We used the annual RTS inventories from 2016 to 2020 in the Beiluhe Basin to construct a robust dataset for training the primary model, holding the 2021 and 2022 maps in reserve for independent model validation. To support the independent transferability experiments, the Haiding Nuo'er Subregion datasets were preprocessed using an identical workflow. We developed a dynamic, multi-period approach to create the sample set, which is a significant improvement over traditional static methods that fail to capture the temporal dynamics of expansion. Our method extracts only those pixels that changed state from non-RTS to RTS between any two consecutive years within the 2016–2020 timeframe. These “changed pixels”, representing active expansion fronts, were aggregated to form a cumulative dataset of positive samples (labeled “1”). This strategy trains the model on the specific environmental conditions that trigger new growth and, by pooling data from multiple years, ensures the model is robust to a variety of annual climate conditions.

An equal number of stable non-RTS pixels were then randomly selected as negative samples (“0”) to create a balanced 1:1 dataset. Sensitivity experiments using alternative RTS to non-RTS sampling ratios (1:2 and 1:3) indicated that model performance is highly robust and insensitive to the choice of class balance (Fig. S2). Based on these results, a balanced 1:1 sampling strategy was ultimately adopted, as it ensures stable model learning of the environmental occurrence signatures without degrading predictive accuracy.

The predictor variables for these samples underwent extensive preprocessing. Categorical variables (Table A1), such as slope aspect, lithology, and land use/land cover, were converted into a binary (0 or 1) vector format using one-hot encoding to prevent the model from learning false ordinal relationships. During this step, the permafrost type variable was excluded from the analysis, as its uniformity across the study area offered no predictive power. Continuous variables were subsequently scaled to a [0, 1] range using Min–Max Normalization (Halder et al., 2025) to ensure they contributed equitably to the model.

The initial feature space after preprocessing consisted of 51 dimensions, comprising 18 categorical features generated through one-hot encoding and 33 numerical features. To reduce dimensionality and identify the most influential predictors (Guyon and Elisseef, 2003), we employed Recursive Feature Elimination with Cross-Validation based on a Random Forest classifier (Misra and Yadav, 2020). This process identified an optimal subset of 14 variables that maximized model accuracy (Fig. A3), including factors related to topography (DEM), vegetation (Normalized Difference Vegetation Index), climate (cumulative precipitation, maximum summer precipitation, maximum summer temperature), geology (distance from fault, semi-hard rock, clay content at 60–100 cm, silt content at 30–60 cm), human activity (alpine grassland, alpine meadow, distance from railway), and permafrost (thaw degree days, ground ice content).
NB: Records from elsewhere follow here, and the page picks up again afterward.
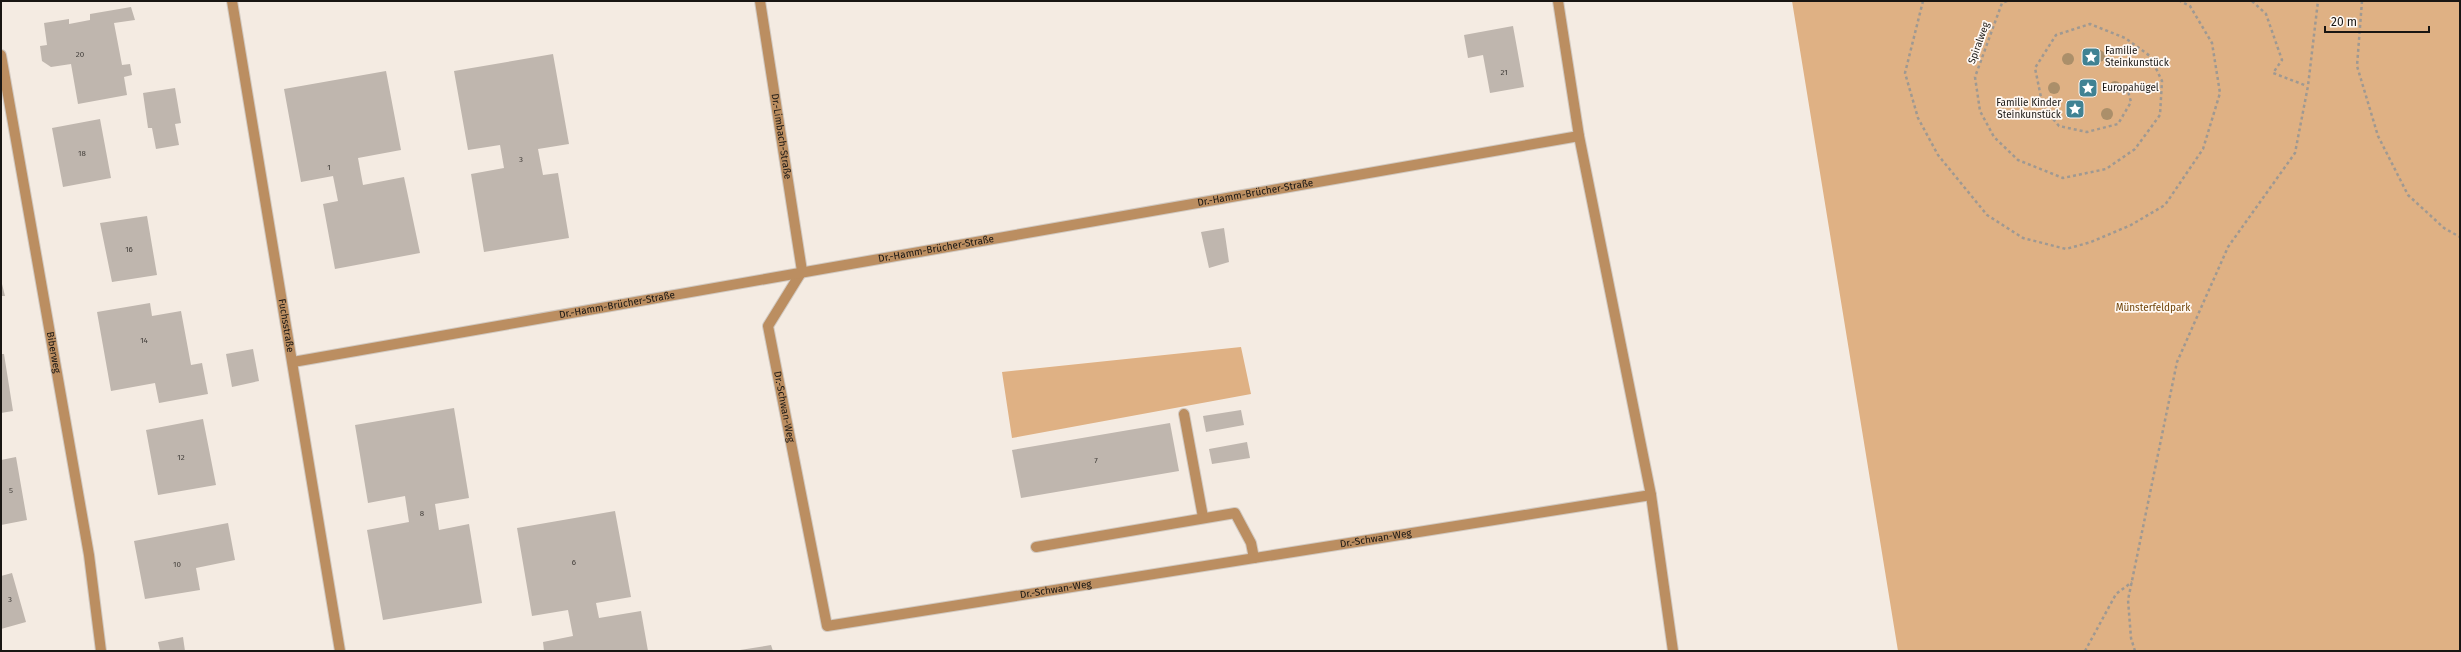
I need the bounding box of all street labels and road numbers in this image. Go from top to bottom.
street label: Spiralweg [1966,20,1992,66]
street label: Dr.-Limbach-Straße [768,93,794,180]
street label: Dr.-Hamm-Brücher-Straße [1196,177,1314,209]
street label: Dr.-Hamm-Brücher-Straße [877,233,995,265]
street label: Dr.-Hamm-Brücher-Straße [558,289,676,321]
street label: Fuchsstraße [276,298,296,353]
street label: Biberweg [44,331,63,375]
street label: Dr.-Schwan-Weg [771,370,797,444]
street label: Dr.-Schwan-Weg [1339,527,1413,550]
street label: Dr.-Schwan-Weg [1019,578,1093,601]

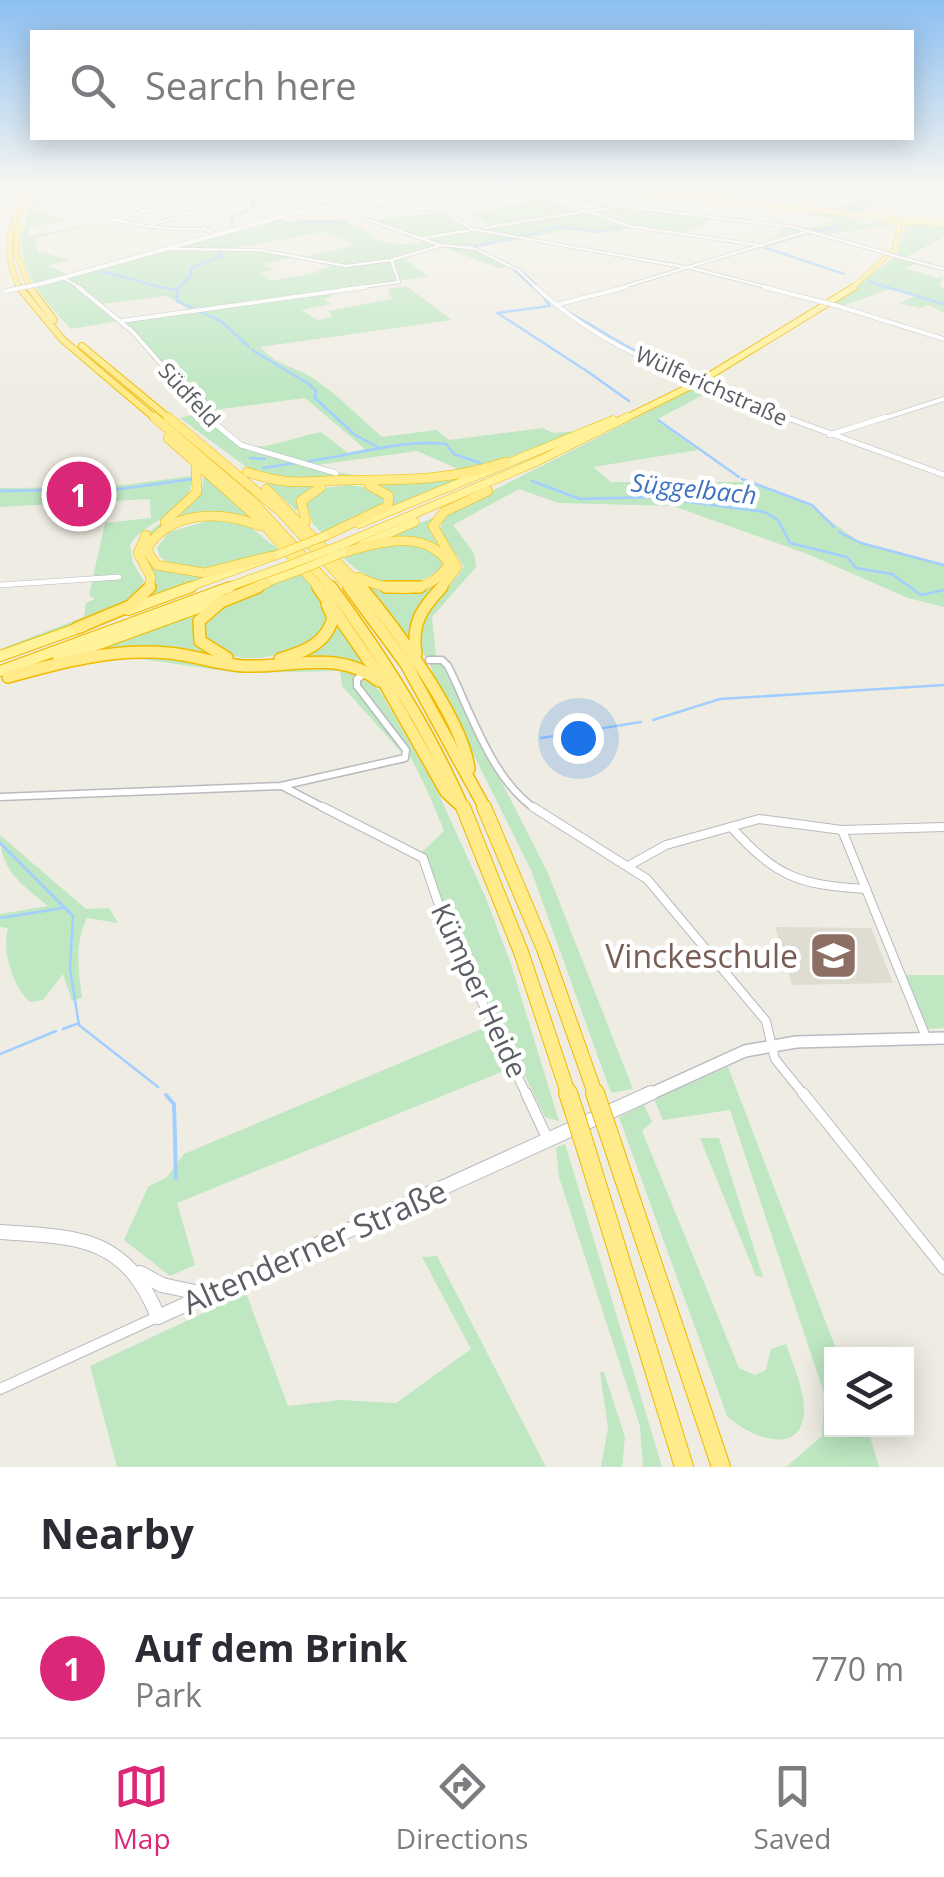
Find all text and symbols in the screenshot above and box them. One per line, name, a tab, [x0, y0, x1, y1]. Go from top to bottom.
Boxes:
search box	[30, 30, 914, 140]
icon: search	[65, 58, 120, 113]
text: Search here	[145, 59, 357, 111]
street label: Wülferichstraße	[631, 338, 793, 432]
street label: Südfeld	[153, 355, 227, 433]
pin: 1	[46, 456, 112, 532]
water label: Süggelbach	[630, 465, 758, 511]
your location	[553, 713, 604, 764]
street label: Kümper Heide	[423, 897, 537, 1083]
school or university icon: Vinckeschule	[807, 929, 859, 981]
place label: Vinckeschule	[605, 934, 798, 977]
street label: Altenderner Straße	[175, 1168, 453, 1324]
map controls	[824, 1347, 914, 1437]
button: layers	[824, 1347, 914, 1437]
text: Nearby	[40, 1504, 194, 1561]
text: Auf dem Brink	[135, 1621, 407, 1673]
text: 1	[63, 1647, 82, 1690]
text: 770 m	[811, 1647, 904, 1690]
text: Park	[135, 1673, 202, 1716]
tab: Map	[113, 1759, 171, 1857]
tab: Directions	[396, 1759, 528, 1857]
tab: Saved	[754, 1759, 831, 1857]

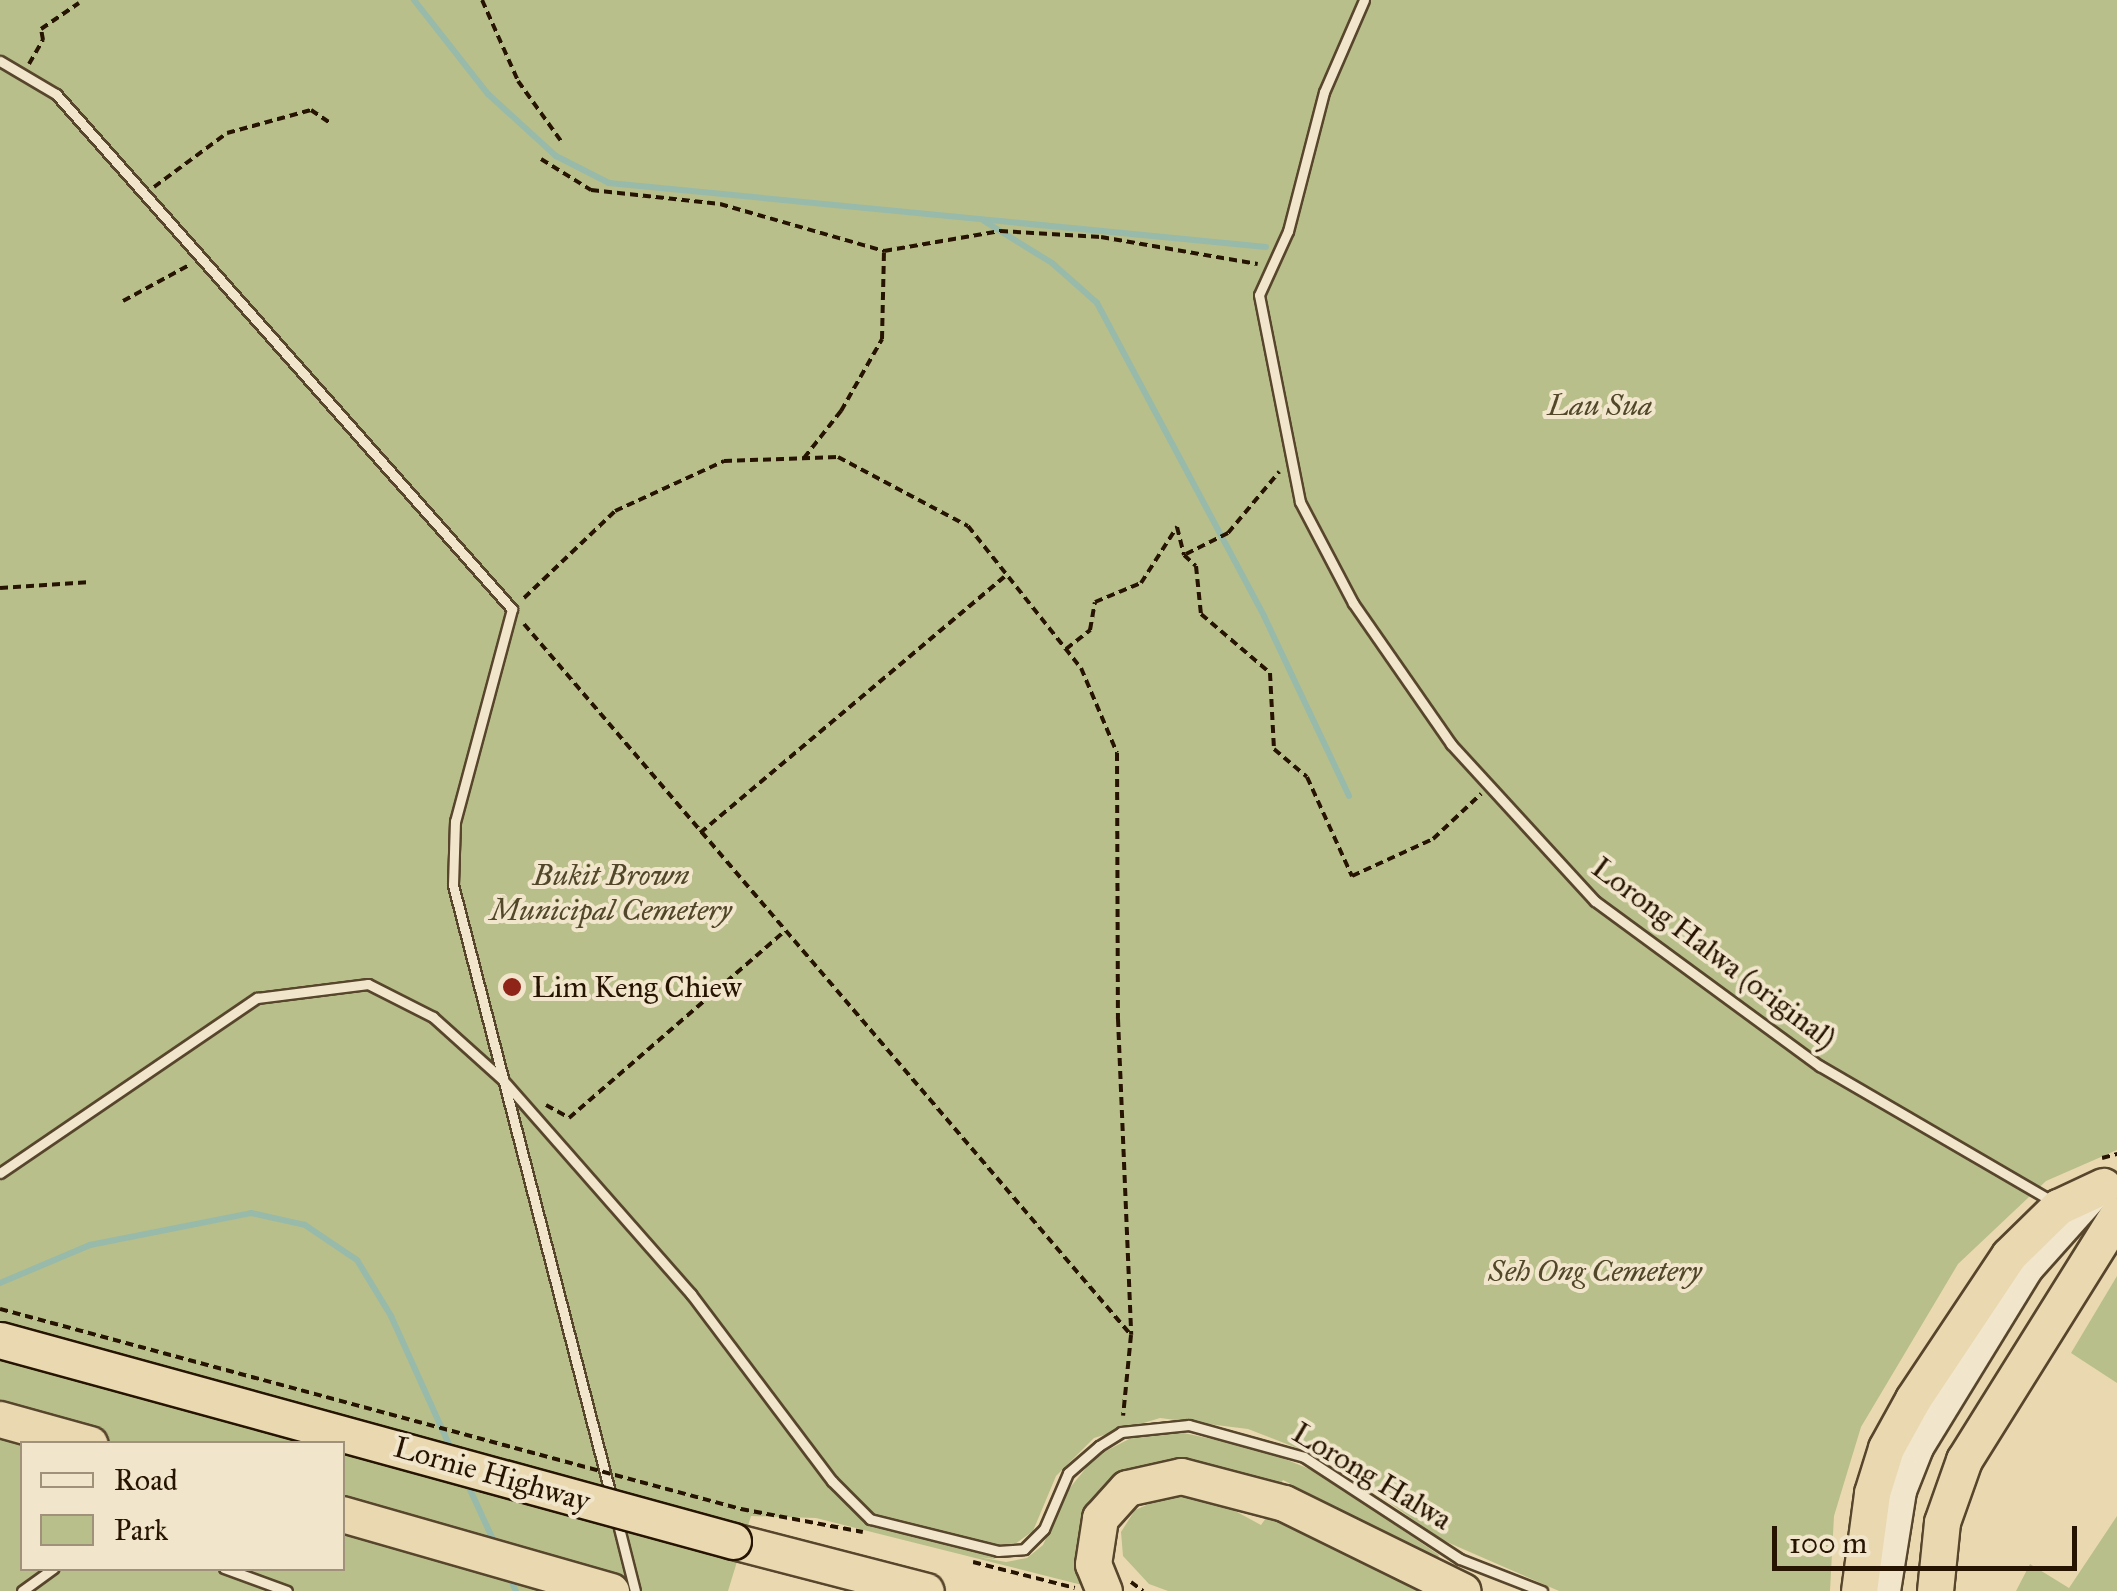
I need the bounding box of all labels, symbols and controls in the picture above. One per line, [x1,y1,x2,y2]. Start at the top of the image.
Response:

Finally, this preprocessing workflow yielded two distinct final datasets. The primary Beiluhe dataset (comprising the optimal 14 features) was partitioned into a 70 % training set for model fitting and hyperparameter tuning within the base probability mapping module, and a 30 % testing set for unbiased evaluation. The statistical homogeneity of this split was confirmed using Kolmogorov–Smirnov (K–S) and χ² tests. The K–S statistics for all numerical features were below 0.0061, and the chi-square statistics for all categorical features were above 1.2 (all corresponding p values > 0.05), indicating no significant distributional differences between the sets (Table A2). Conversely, the prepared Haiding Nuo'er dataset was kept entirely separate and reserved strictly for the independent transferability experiments.

2.7 Experimental design and performance evaluation

We designed four experiments to systematically evaluate the performance of both the individual model components and the integrated framework, as well as its cross-regional generalizability.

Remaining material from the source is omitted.